In this case, the availability group is in charge of data synchronization. In a two-node configuration, there needs to be a third node to decide who’s failing, right? So this type of outsider is referred to as Quorum, correct? When you have an odd number of servers, the majority of servers decide who’s right. And so when you’ve got an even number of servers, you’ll need another server to make a quorum. And so that’s why there’s a witness. It is not a SQL Server, but it decides which of these servers should be the primary in a failover situation. Now, when you’re talking about cross-region support, this is a bit of an odd diagram because you’re not setting up multiple servers in the secondary region. So you’ve got your primary server, and you’ve got your failover server in the same region. You’re witnessing the decision between the two. But if you’ve got a region-level failure, then you’ve got a backup running in another region.

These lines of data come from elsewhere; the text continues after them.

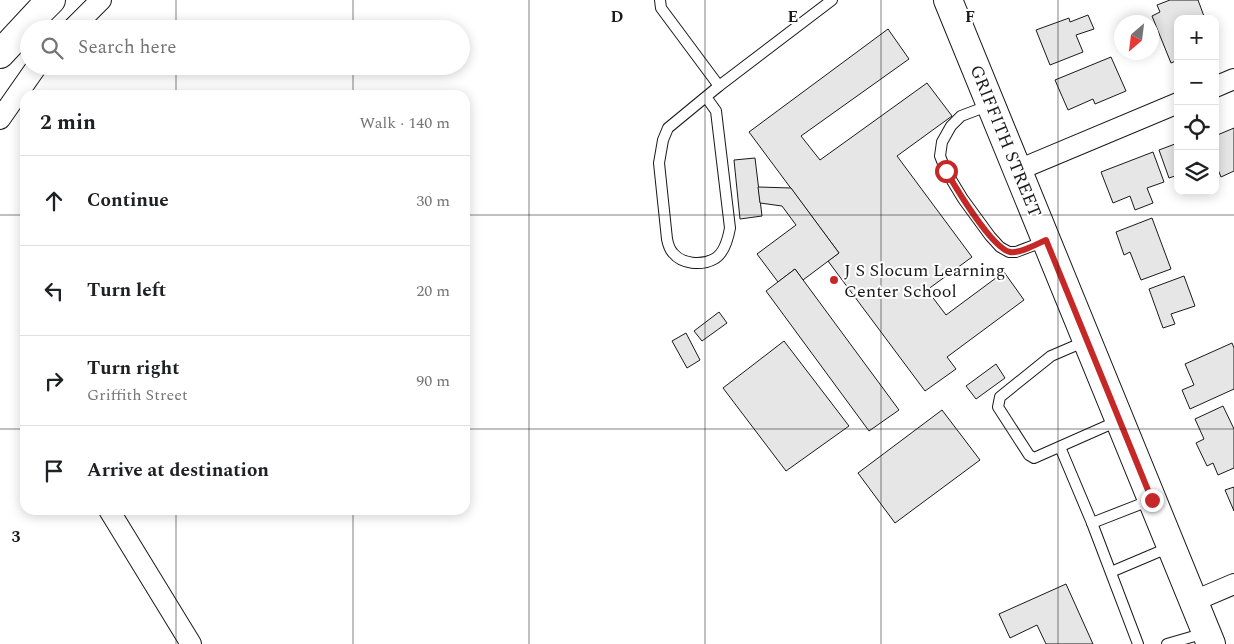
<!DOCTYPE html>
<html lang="en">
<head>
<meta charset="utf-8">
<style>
  :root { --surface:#fff; --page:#f6f6f6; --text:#202124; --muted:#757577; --line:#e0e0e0 }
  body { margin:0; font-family:Spectral,serif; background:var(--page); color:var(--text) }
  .controls { position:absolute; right:15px; top:15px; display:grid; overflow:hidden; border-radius:10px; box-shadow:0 2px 12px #0003 }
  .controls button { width:45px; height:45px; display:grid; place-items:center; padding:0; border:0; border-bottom:1px solid var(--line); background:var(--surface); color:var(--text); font:25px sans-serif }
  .compass { position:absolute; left:1114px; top:15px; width:45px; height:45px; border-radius:50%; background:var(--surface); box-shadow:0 2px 12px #0003; rotate:208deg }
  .stop { position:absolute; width:15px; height:15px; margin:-11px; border:4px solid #c62828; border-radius:50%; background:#fff }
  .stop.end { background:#c62828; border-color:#fff; box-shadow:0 1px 5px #0008 }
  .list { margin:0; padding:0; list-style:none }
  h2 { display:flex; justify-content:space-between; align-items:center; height:65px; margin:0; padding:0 20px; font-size:21px }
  h2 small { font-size:16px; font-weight:400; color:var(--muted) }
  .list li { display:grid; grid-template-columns:32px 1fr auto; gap:15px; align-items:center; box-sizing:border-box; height:90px; padding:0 20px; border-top:1px solid var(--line) }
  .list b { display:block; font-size:19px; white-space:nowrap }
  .list p { margin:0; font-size:16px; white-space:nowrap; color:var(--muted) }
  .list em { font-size:16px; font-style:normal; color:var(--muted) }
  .icon { flex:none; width:28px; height:28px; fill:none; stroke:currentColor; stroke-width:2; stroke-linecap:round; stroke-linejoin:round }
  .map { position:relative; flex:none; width:1234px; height:644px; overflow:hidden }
  .search { position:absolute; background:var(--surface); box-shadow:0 2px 12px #0003; left:20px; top:20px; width:450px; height:55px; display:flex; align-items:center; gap:12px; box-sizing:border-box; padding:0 18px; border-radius:28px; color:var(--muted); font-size:19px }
  .panel { position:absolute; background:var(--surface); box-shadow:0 2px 12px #0003; left:20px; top:90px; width:450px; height:425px; border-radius:15px }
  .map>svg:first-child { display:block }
  .building { fill:#e6e6e6; stroke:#1a1a1a }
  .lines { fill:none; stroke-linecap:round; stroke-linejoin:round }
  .service-casing { stroke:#1a1a1a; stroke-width:12 }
  .minor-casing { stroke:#1a1a1a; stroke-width:22 }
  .secondary-casing { stroke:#1a1a1a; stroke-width:30 }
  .motorway-casing { stroke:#1a1a1a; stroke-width:30 }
  .service { stroke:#fff; stroke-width:10 }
  .minor { stroke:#fff; stroke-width:20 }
  .secondary { stroke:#fff; stroke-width:28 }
  .motorway { stroke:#fff; stroke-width:28 }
  .route { stroke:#c62828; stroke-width:6 }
  .grid { fill:none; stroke:#1a1a1a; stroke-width:1; stroke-opacity:0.55 }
  .poi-dot { fill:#c62828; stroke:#fff; stroke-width:2 }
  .labels { text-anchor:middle; stroke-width:4; stroke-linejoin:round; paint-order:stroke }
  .street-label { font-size:18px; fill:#1a1a1a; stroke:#fff }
  .poi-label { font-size:18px; fill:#1a1a1a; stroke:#fff; text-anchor:start }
  .grid-label { font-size:16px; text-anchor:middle; font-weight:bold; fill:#1a1a1a; stroke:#fff; stroke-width:4; stroke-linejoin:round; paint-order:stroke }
</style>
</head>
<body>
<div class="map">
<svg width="1234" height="644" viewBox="0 0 1234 644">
  <rect width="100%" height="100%" fill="#fff"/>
  <g class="building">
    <path d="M 1170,0 L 1198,0 L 1205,19 L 1178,19 L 1178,60 L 1171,63 L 1152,16 L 1160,12 L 1157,5 Z"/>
    <path d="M 1088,15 L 1094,29 L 1076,35 L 1083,52 L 1050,65 L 1036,30 L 1069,18 L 1070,22 Z"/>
    <path d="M 888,29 L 909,59 L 801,136 L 820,160 L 927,83 L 952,116 L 897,156 L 972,257 L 927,290 L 946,315 L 1004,272 L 1024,300 L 947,357 L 956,369 L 925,391 L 828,261 L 839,253 L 749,132 Z"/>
    <path d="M 1111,57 L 1126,91 L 1095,104 L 1093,99 L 1068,110 L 1055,80 Z"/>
    <path d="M 1234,128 L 1234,171 L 1221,177 L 1215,162 L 1215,136 Z"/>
    <path d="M 1175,144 L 1178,151 L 1178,175 L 1169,178 L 1159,150 Z"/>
    <path d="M 1153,152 L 1164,182 L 1147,188 L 1153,203 L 1135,210 L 1130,196 L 1113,203 L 1101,172 Z"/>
    <path d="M 755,158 L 762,216 L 740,219 L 734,160 Z"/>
    <path d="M 758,187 L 791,188 L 839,253 L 803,280 L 795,269 L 778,282 L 757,254 L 796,225 L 782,206 L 760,203 Z"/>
    <path d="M 1152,218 L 1171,269 L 1141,280 L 1130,252 L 1124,255 L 1116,232 Z"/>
    <path d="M 795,269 L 899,410 L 869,431 L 766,291 Z"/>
    <path d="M 1184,276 L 1195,306 L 1171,314 L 1175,324 L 1163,328 L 1149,289 Z"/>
    <path d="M 719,312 L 727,323 L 702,341 L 694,331 Z"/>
    <path d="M 686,333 L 700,360 L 687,368 L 672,341 Z"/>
    <path d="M 784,341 L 849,426 L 786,471 L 723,388 Z"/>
    <path d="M 1232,343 L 1234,348 L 1234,389 L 1190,409 L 1182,390 L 1194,385 L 1185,364 Z"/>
    <path d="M 996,364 L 1005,378 L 976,399 L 966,386 Z"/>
    <path d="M 1223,406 L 1234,429 L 1234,468 L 1218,475 L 1213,463 L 1207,466 L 1196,443 L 1204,439 L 1195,419 Z"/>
    <path d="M 942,410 L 980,460 L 895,523 L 858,473 Z"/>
    <path d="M 1234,487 L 1234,511 L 1225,490 Z"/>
    <path d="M 1066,584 L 1093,644 L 1046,644 L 1037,625 L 1010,638 L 999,614 Z"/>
  </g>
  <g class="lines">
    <defs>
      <g id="service">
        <path d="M 660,0 L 661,8 L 719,86 L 832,0"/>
        <path d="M 706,97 L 716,111 L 730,228 C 728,239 724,254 714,259 C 701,266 682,264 673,253 C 669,249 668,244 667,239 L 659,163 L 663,140 L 668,128 L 719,86"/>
        <path d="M 990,105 L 961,116 L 951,126 L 942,142 L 940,156 L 946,171 L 963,199 L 990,236 L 1000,247 L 1009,252 L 1016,252 L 1045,241"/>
        <path d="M 1086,341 L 1051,356 L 1000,397 L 998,407 L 1029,455 L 1034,458 L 1120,420"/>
        <path d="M 1060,447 L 1092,523 L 1138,644"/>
        <path d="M 1092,523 L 1151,500"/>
        <path d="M 1111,572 L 1170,547"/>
        <path d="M 1167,644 L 1205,633"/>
      </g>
      <g id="minor">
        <path d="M 72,29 L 101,0"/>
        <path d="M 1215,87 L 1234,79"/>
        <path d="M 0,119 L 37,66"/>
        <path d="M 1018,170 L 1178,103"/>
        <path d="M 109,510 L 191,644"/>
        <path d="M 1194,601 L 1234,584"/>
      </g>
      <path id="secondary" d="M 948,0 L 1211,644"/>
      <path id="motorway" d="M 0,54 L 40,11 L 51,0"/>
    </defs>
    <use href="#service" class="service-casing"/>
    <use href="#minor" class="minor-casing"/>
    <use href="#secondary" class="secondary-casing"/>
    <use href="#motorway" class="motorway-casing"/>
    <use href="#service" class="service"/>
    <use href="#minor" class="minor"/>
    <use href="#secondary" class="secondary"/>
    <use href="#motorway" class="motorway"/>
  </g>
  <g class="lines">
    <path class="route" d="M 946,171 C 956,188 992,248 1010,252 C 1019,254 1037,244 1046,240 L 1152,500"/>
  </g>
  <path class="grid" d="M 176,0 L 176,29M 353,0 L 353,29M 529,0 L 529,644M 705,0 L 705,644M 881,0 L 881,644M 1058,0 L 1058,644M 176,66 L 176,95M 353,66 L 353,95M 0,215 L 25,215M 465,215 L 1234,215M 0,429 L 25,429M 465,429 L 1234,429M 176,510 L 176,644M 353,510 L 353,644"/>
  <circle class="poi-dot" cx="834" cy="280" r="5"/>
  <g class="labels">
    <g class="street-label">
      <text transform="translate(1006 141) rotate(68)" y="6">GRIFFITH STREET</text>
    </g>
    <g class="poi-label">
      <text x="844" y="276">J S Slocum Learning<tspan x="844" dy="21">Center School</tspan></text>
    </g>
  </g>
  <g class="grid-label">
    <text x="617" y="22">D</text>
    <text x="793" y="22">E</text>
    <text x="970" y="22">F</text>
    <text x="16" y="542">3</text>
  </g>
</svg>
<div class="controls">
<button>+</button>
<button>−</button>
<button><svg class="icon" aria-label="locate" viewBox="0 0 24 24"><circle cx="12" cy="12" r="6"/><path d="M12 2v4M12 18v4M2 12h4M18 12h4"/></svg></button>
<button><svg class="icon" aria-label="layers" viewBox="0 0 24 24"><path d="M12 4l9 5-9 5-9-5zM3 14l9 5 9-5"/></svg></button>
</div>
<svg class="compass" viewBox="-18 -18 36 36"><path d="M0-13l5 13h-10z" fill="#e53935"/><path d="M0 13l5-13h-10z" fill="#757577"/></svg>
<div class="stop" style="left:946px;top:171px"></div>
<div class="stop end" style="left:1152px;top:500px"></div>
<div class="search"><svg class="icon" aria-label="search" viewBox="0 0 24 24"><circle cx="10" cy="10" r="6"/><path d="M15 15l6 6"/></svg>Search here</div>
<section class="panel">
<h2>2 min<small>Walk · 140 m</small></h2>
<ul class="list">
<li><svg class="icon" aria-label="ahead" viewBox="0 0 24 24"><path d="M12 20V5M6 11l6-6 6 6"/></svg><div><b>Continue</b></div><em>30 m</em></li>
<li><svg class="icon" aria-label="left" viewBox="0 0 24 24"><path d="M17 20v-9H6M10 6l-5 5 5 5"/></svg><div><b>Turn left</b></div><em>20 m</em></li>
<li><svg class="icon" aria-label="right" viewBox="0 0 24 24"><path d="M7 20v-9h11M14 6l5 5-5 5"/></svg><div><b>Turn right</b><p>Griffith Street</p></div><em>90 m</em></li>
<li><svg class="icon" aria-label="arrive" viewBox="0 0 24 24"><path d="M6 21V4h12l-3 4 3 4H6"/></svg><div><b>Arrive at destination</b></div></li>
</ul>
</section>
</div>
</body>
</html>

But in this diagram, you don’t have two servers with a witness. It’s just a single server. It’s sort of like when our region is down. This is an emergency configuration, I guess. As an example, consider multiple Region Azure SQL Servers and a VM. So, as we saw in this video, you have a lot of the same concepts in non-relational data. with relational data. We’re talking about SQL Server and a VM, or Azure. SQL Database in general. And you do have your own redundant options, but there are a lot of historical Windows failovers and SQL Server availability groups that carry over from the on-premises world into the cloud when you’re dealing with things like that. Bye.